Almost at once the sound of a buzzer indicated that the catch had been thrown on the outer door. Mason pushed it open, entered the lobby, found the automatic elevator, and went up to the third floor. He strode down the corridor, found the apartment he wanted, and tapped peremptorily on the panel.
Almost immediately the door was thrown open. A man bowed affably and extended a hand—the same man who had given Cora Felton the ten dollars. “Mr. Mason, I’m very pleased to meet you. Perry Mason, the famous attorney. This is indeed a pleasure. Won’t you come in?”
“I wanted to see Miss Reedley,” Mason said as he started to walk through the dim foyer.

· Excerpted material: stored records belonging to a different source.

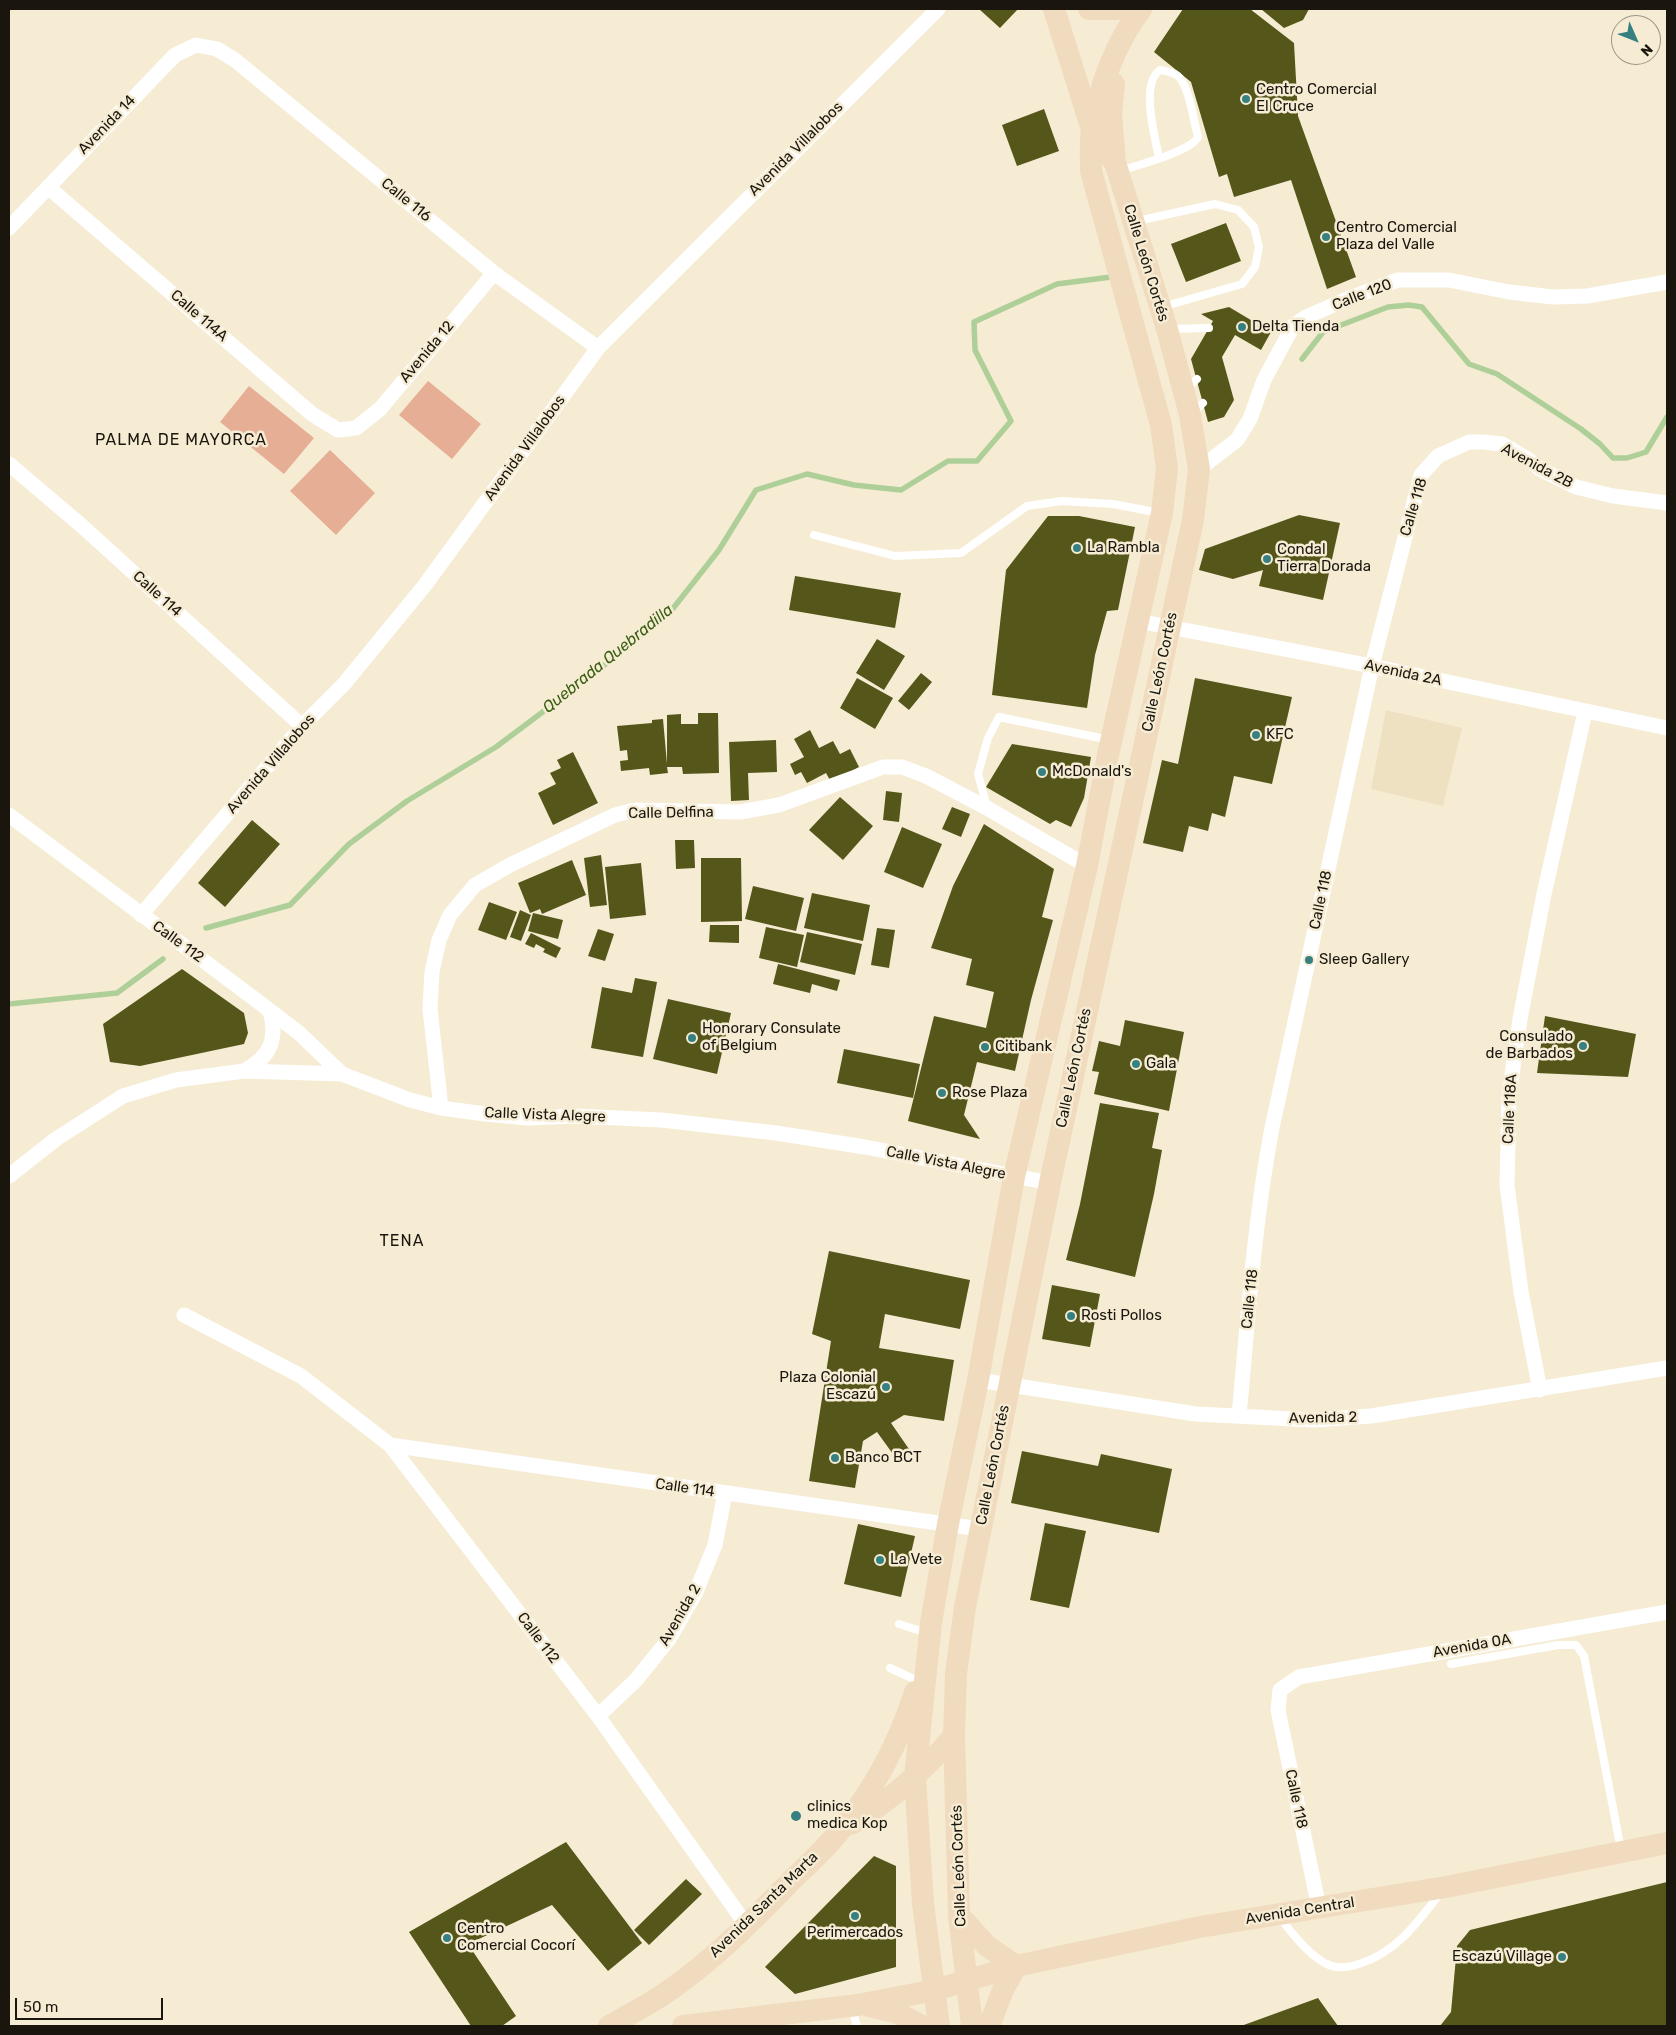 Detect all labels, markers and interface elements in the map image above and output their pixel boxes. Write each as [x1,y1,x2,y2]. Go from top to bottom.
north arrow [1611,15,1661,65]
text: N [1637,41,1656,60]
place label: Centro Comercial El Cruce [1256,81,1377,116]
street label: Avenida 14 [74,92,140,158]
marker: Centro Comercial El Cruce [1240,93,1252,105]
street label: Avenida Villalobos [745,98,847,200]
street label: Calle 116 [377,174,435,226]
street label: Calle León Cortés [1120,202,1172,324]
place label: Centro Comercial Plaza del Valle [1336,219,1457,254]
marker: Centro Comercial Plaza del Valle [1320,231,1332,243]
street label: Calle 120 [1330,275,1394,315]
street label: Calle 114A [167,286,231,346]
street label: Avenida 12 [396,318,458,386]
place label: Delta Tienda [1252,318,1339,336]
marker: Delta Tienda [1236,321,1248,333]
street label: Avenida Villalobos [481,392,569,504]
district label: PALMA DE MAYORCA [93,430,269,450]
street label: Avenida 2B [1498,440,1576,492]
street label: Calle 118 [1397,476,1431,538]
place label: La Rambla [1087,539,1160,557]
place label: Condal Tierra Dorada [1277,541,1371,576]
marker: La Rambla [1071,542,1083,554]
marker: Condal Tierra Dorada [1261,553,1273,565]
street label: Calle 114 [129,567,185,621]
water label: Quebrada Quebradilla [539,600,677,718]
street label: Calle León Cortés [1139,611,1181,733]
street label: Avenida 2A [1363,656,1443,690]
street label: Avenida Villalobos [223,711,319,817]
place label: KFC [1266,726,1294,744]
marker: KFC [1250,729,1262,741]
place label: McDonald's [1052,763,1132,781]
marker: McDonald's [1036,766,1048,778]
street label: Calle Delfina [628,803,714,823]
street label: Calle 118 [1306,869,1336,931]
street label: Calle 112 [149,917,207,967]
place label: Sleep Gallery [1319,951,1410,969]
marker: Sleep Gallery [1303,954,1315,966]
street label: Calle León Cortés [1053,1007,1095,1129]
place label: Honorary Consulate of Belgium [702,1020,841,1055]
place label: Consulado de Barbados [1486,1028,1573,1063]
marker: Honorary Consulate of Belgium [686,1032,698,1044]
place label: Citibank [995,1038,1052,1056]
marker: Consulado de Barbados [1577,1040,1589,1052]
marker: Citibank [979,1041,991,1053]
place label: Gala [1146,1055,1176,1073]
marker: Gala [1130,1058,1142,1070]
street label: Calle 118A [1499,1074,1521,1144]
place label: Rose Plaza [952,1084,1028,1102]
marker: Rose Plaza [936,1087,948,1099]
street label: Calle Vista Alegre [484,1104,606,1126]
street label: Calle Vista Alegre [885,1143,1007,1183]
district label: TENA [379,1231,425,1251]
street label: Calle 118 [1238,1268,1262,1330]
place label: Rosti Pollos [1081,1307,1162,1325]
marker: Rosti Pollos [1065,1310,1077,1322]
place label: Plaza Colonial Escazú [779,1369,876,1404]
marker: Plaza Colonial Escazú [880,1381,892,1393]
street label: Calle León Cortés [973,1403,1013,1527]
street label: Avenida 2 [1289,1408,1357,1428]
place label: Banco BCT [845,1449,922,1467]
marker: Banco BCT [829,1452,841,1464]
street label: Calle 114 [654,1475,716,1501]
place label: La Vete [890,1551,942,1569]
marker: La Vete [874,1554,886,1566]
street label: Avenida 2 [655,1581,705,1649]
street label: Calle 112 [513,1609,563,1667]
street label: Avenida 0A [1431,1630,1513,1662]
street label: Calle 118 [1281,1768,1311,1830]
place label: clinics medica Kop [807,1798,888,1833]
street label: Calle León Cortés [948,1805,970,1927]
marker: clinics medica Kop [789,1809,803,1823]
street label: Avenida Santa Marta [706,1848,822,1962]
street label: Avenida Central [1244,1893,1356,1929]
marker: Perimercados [849,1910,861,1922]
place label: Centro Comercial Cocorí [457,1920,575,1955]
place label: Perimercados [807,1924,903,1942]
marker: Centro Comercial Cocorí [441,1932,453,1944]
place label: Escazú Village [1452,1948,1552,1966]
marker: Escazú Village [1556,1951,1568,1963]
scale bar [18,1988,165,2020]
text: 50 m [23,1998,58,2016]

“Unfortunately, Miss Reedley has a very severe headache, and—” the man said, and stopped abruptly. “Oh . . . oh!”
As Mason entered the room the light had fallen on his face and the man had recognized him. There was consternation in the blue eyes bulging behind nose-pincher glasses that left two angry red spots where they dug into the high bridge of a prominent nose.
“Mr. Mason!” the man exclaimed. “I didn’t know that you were . . . we’ve met before.”